History

Canada
- Name: Victoria Park
- Namesake: Victoria Park, Truro, Nova Scotia
- Owner: Canadian Government
- Port of registry: Canada
- Builder: Pictou Shipyard, Pictou, Nova Scotia
- Launched: April 27, 1943
- Out of service: 1982
- Fate: Scrapped in Brazil, 1982

General characteristics
- Tonnage: 2,878 GRT; 1,653 NRT;
- Length: 315 ft 5 in (96.14 m)
- Beam: 46 ft 5 in (14.15 m)
- Depth: 22 ft 9 in (6.93 m)
- Installed power: Triple expansion steam engine
- Propulsion: Screw propeller
- Crew: 34, plus 4 DEMS gunners
- Armament: 1 x 4 inch deck gun aft; 1 x 3 inch (76 mm)/50 caliber gun; 4 x 20 mm Oerlikon; 2 x Twin .50 cal. Machine Guns; 20 x Rail Anti-Aircraft Rocket Launcher (Pillar Box) ;

= SS Victoria Park =

Canadian cargo ship

SS Victoria Park was a general cargo steamship built in 1943, the first of 24 wartime Park Ships that were built in the Pictou Shipyard in Pictou, Nova Scotia, in the 1940s. Victoria Park was built by Foundation Maritime Ltd., 27 April 1943. Built as a merchant steamship constructed for Canada's Merchant Navy. and was originally built for the government of Canada's use as a cargo vessel.

==History==
Victoria Park was the first steam ship built at the new Pictou Shipyard. In the tradition of naming Park Ships after Canadian parks, she was named for Victoria Park in nearby Truro, Nova Scotia. The ship was launched on 27 April 1943. She made multiple crossings of the Atlantic carrying supplies to Europe during the Battle of the Atlantic.
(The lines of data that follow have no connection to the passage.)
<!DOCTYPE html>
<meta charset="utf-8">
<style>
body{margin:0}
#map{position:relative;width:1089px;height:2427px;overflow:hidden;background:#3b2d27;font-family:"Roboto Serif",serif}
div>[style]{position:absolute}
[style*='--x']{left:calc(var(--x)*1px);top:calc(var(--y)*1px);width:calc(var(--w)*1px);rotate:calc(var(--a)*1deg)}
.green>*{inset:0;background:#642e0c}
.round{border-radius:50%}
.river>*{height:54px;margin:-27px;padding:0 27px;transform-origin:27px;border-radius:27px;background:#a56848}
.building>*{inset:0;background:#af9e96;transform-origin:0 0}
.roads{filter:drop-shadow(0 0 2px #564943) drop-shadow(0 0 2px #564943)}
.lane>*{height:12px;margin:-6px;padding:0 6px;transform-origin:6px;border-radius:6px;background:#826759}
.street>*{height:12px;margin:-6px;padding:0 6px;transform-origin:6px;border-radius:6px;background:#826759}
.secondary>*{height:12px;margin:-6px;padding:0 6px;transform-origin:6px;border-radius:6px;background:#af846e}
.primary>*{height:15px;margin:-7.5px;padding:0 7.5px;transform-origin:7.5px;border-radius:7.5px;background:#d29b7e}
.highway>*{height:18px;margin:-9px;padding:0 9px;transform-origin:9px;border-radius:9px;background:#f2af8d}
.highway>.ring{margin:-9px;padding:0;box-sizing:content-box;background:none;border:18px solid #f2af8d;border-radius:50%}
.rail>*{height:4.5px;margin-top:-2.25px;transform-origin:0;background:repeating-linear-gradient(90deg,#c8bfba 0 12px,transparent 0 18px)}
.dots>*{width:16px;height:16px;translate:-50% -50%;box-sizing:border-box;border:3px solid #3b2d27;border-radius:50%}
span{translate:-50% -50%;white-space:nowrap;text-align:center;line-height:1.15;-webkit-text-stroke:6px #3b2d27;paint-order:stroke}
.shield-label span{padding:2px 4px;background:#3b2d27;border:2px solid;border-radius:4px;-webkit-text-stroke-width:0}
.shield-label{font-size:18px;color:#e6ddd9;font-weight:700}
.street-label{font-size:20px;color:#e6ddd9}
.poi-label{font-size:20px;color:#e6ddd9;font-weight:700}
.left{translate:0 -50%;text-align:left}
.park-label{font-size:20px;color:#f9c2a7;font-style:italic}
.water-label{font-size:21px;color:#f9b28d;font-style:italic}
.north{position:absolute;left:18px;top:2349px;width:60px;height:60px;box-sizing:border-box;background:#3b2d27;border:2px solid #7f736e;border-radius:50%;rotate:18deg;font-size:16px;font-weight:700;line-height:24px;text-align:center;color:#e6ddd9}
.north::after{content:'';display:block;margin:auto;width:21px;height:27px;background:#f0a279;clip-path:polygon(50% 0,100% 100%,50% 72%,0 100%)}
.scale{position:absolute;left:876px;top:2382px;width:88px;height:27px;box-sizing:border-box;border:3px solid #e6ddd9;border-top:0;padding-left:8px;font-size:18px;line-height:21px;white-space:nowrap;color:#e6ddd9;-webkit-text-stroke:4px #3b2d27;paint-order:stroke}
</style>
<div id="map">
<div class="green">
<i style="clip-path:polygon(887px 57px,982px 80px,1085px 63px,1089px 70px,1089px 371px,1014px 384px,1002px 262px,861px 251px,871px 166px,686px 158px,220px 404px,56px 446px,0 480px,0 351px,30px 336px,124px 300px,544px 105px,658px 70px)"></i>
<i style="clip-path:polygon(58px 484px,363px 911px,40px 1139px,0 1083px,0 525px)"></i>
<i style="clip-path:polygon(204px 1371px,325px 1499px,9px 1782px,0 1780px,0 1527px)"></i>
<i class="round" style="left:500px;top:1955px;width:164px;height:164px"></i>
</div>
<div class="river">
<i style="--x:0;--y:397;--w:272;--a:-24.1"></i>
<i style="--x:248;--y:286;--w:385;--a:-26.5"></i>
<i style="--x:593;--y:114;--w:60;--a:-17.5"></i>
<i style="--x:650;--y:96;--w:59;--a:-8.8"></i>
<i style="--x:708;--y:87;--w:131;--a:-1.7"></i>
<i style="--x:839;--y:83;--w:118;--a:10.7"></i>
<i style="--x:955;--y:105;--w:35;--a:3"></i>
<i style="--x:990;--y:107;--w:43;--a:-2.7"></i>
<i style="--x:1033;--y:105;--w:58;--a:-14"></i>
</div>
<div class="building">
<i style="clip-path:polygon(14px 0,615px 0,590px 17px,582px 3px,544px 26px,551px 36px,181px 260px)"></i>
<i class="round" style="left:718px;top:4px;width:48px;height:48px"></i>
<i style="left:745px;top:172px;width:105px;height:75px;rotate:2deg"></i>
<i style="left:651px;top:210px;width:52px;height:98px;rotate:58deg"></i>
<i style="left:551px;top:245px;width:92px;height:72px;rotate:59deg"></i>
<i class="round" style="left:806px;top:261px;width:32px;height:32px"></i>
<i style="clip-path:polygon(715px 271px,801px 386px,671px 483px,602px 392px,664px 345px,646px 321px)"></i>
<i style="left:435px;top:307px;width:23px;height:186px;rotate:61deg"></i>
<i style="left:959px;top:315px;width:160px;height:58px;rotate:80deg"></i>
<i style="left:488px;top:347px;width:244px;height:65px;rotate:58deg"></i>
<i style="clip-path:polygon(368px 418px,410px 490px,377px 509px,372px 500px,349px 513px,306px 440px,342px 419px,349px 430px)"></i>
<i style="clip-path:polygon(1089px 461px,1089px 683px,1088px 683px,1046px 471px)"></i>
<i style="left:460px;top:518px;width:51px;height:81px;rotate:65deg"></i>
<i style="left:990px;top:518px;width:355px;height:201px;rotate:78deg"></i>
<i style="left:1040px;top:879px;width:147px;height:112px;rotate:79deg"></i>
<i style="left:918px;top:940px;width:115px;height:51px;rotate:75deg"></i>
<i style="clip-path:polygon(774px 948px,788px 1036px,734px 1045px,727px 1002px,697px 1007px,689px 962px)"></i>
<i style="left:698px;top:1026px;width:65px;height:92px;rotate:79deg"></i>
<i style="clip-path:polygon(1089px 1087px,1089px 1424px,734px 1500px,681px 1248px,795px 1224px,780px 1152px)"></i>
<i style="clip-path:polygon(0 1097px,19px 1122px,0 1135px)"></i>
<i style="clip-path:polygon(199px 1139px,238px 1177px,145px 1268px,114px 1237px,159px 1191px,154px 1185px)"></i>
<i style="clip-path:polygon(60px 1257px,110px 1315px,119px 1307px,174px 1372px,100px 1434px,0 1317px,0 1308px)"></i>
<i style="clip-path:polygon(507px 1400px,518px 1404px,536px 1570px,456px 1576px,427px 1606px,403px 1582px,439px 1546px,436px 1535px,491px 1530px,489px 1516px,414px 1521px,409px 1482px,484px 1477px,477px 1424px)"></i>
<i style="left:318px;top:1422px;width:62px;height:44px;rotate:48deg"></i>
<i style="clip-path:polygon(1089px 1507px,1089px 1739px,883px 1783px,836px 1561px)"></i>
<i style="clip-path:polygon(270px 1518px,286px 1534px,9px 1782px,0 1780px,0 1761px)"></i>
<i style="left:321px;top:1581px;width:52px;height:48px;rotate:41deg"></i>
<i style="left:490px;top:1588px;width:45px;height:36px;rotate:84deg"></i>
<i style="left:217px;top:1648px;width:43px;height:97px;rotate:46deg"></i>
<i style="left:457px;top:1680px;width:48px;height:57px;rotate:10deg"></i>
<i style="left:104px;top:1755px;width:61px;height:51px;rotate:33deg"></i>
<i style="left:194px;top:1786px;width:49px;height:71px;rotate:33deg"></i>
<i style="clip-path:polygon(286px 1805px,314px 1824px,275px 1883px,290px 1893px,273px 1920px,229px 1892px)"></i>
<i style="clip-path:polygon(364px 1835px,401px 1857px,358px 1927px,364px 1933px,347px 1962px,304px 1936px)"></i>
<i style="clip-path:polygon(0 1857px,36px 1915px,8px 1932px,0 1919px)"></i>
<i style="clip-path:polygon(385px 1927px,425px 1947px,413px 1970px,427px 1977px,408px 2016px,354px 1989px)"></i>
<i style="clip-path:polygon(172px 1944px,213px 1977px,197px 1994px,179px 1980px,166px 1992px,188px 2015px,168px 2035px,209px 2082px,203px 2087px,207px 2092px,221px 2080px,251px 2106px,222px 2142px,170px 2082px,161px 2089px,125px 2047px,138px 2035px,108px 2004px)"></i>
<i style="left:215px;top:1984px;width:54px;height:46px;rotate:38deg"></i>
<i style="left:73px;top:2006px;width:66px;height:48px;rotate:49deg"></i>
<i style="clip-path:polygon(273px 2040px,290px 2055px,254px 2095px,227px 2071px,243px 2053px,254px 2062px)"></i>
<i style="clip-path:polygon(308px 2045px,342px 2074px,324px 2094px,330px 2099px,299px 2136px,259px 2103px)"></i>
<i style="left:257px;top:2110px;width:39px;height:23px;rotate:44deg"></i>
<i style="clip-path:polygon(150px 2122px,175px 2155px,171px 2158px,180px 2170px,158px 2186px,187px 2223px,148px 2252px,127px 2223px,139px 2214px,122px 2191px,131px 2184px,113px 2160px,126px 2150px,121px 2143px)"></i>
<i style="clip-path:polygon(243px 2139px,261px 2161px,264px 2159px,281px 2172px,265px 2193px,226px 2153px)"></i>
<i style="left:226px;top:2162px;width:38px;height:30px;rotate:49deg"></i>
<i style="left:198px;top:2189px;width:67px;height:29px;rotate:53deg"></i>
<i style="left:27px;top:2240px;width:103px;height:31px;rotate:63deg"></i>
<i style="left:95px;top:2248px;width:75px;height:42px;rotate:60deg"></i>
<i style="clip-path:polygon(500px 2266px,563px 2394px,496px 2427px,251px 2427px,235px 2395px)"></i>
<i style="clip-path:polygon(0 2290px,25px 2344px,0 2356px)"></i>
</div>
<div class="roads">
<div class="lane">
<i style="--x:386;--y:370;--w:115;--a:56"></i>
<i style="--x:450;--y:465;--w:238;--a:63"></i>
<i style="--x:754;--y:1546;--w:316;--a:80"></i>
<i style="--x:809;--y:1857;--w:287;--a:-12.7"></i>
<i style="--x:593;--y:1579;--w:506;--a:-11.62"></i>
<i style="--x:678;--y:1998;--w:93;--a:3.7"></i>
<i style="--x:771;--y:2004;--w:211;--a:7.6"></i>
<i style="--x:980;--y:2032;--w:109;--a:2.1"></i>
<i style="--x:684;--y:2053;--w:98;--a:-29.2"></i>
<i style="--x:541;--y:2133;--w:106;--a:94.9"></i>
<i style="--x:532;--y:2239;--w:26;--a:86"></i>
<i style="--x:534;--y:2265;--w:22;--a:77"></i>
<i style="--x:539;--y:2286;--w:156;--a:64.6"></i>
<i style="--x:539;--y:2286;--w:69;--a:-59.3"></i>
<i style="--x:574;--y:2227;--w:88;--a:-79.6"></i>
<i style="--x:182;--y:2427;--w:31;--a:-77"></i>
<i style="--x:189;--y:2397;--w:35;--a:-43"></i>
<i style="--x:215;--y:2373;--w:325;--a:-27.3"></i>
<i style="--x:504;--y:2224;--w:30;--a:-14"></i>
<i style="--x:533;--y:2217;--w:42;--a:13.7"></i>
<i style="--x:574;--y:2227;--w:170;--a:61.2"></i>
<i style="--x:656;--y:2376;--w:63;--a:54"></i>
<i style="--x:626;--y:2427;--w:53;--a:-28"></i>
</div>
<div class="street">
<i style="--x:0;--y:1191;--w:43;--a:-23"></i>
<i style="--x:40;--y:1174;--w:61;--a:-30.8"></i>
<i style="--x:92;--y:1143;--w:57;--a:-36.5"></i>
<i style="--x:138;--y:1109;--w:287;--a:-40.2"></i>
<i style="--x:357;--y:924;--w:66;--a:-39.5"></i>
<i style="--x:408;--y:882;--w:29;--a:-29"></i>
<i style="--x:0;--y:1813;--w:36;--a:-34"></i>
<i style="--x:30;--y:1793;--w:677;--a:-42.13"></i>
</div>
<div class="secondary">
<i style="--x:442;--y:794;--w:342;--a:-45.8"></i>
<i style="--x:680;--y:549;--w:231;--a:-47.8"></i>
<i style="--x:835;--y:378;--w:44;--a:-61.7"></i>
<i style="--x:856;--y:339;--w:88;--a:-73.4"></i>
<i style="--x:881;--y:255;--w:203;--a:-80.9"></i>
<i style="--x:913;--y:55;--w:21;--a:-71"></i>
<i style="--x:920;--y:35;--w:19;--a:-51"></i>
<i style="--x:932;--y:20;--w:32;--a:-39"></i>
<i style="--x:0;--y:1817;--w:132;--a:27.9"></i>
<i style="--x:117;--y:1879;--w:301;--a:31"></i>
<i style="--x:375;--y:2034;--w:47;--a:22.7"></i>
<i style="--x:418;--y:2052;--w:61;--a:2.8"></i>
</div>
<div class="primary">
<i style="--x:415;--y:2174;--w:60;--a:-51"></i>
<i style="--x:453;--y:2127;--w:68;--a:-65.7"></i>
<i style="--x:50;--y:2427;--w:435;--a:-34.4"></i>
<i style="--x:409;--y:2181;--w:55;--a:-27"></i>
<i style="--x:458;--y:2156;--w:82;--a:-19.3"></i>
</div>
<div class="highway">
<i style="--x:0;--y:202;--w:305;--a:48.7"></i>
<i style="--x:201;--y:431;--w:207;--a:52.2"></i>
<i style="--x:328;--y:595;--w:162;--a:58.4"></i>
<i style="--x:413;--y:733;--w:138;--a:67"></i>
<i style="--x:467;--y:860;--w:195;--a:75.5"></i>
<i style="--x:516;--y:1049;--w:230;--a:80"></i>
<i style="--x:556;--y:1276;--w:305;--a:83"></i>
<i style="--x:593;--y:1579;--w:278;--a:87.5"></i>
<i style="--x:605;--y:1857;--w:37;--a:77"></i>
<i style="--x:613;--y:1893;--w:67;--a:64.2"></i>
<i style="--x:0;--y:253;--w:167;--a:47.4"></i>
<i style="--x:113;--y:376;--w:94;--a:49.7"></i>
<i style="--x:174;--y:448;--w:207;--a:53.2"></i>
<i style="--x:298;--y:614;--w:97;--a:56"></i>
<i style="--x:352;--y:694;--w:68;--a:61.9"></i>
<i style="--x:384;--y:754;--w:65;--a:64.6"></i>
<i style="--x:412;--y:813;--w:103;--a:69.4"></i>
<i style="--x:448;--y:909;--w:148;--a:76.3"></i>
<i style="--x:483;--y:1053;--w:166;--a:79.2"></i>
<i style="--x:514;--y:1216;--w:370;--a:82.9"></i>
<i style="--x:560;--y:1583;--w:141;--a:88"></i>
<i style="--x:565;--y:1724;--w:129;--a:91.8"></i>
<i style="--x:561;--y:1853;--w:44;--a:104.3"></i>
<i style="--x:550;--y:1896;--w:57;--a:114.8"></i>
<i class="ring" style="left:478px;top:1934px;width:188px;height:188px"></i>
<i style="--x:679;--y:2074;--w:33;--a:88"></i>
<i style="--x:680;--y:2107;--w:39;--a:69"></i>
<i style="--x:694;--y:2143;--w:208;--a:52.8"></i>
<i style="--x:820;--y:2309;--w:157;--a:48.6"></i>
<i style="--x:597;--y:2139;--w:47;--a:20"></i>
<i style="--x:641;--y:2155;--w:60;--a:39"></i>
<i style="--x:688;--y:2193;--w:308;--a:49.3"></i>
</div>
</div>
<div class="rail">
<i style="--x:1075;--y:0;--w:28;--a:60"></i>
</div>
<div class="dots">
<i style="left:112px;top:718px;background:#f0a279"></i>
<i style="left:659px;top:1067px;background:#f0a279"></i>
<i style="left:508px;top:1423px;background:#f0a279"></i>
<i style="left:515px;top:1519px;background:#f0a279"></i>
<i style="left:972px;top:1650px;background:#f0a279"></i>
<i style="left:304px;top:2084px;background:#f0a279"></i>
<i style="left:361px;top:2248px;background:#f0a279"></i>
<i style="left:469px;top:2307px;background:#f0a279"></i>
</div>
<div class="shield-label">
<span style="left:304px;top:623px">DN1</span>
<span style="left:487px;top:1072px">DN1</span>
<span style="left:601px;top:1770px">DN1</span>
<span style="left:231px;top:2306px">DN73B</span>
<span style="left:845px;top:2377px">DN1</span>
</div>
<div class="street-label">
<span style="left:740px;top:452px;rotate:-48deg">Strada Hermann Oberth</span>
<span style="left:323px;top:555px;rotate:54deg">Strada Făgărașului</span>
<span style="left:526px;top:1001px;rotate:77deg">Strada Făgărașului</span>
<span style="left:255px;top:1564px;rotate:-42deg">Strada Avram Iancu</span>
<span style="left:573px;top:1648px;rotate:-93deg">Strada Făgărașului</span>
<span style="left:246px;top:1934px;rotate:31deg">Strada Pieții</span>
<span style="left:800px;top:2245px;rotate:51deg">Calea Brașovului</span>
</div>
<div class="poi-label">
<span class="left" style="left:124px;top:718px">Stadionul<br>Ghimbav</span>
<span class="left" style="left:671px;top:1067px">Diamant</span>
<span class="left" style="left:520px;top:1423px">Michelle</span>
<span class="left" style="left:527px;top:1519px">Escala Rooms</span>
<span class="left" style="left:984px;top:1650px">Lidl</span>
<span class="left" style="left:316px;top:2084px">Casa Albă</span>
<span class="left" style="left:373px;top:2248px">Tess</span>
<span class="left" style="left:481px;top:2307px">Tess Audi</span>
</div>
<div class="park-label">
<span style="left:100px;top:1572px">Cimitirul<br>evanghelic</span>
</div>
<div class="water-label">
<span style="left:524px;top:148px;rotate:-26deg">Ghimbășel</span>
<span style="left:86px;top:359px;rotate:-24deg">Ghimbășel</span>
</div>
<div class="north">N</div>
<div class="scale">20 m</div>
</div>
Victoria Park also had a long postwar career changing owners and names numerous times until it was finally scrapped in Brazil in 1982.

===Other names===
After the war she was sold and renamed. She was subsequently renamed a number of times:
- Tatuk, 1946
- Kalo, 1948
- Ester, 1957
- San John P., 1964
- Ramsdal I, 1965
- Rio Atrato, 1966

==Park Ships==
Park Ships were merchant steamships constructed for Canada's Merchant Navy during World War II. Park ships were the Canadian equivalent of the American Liberty Ships and the British Fort Ships. All three shared a similar design by J.L. Thompson and Sons, of Sunderland, England.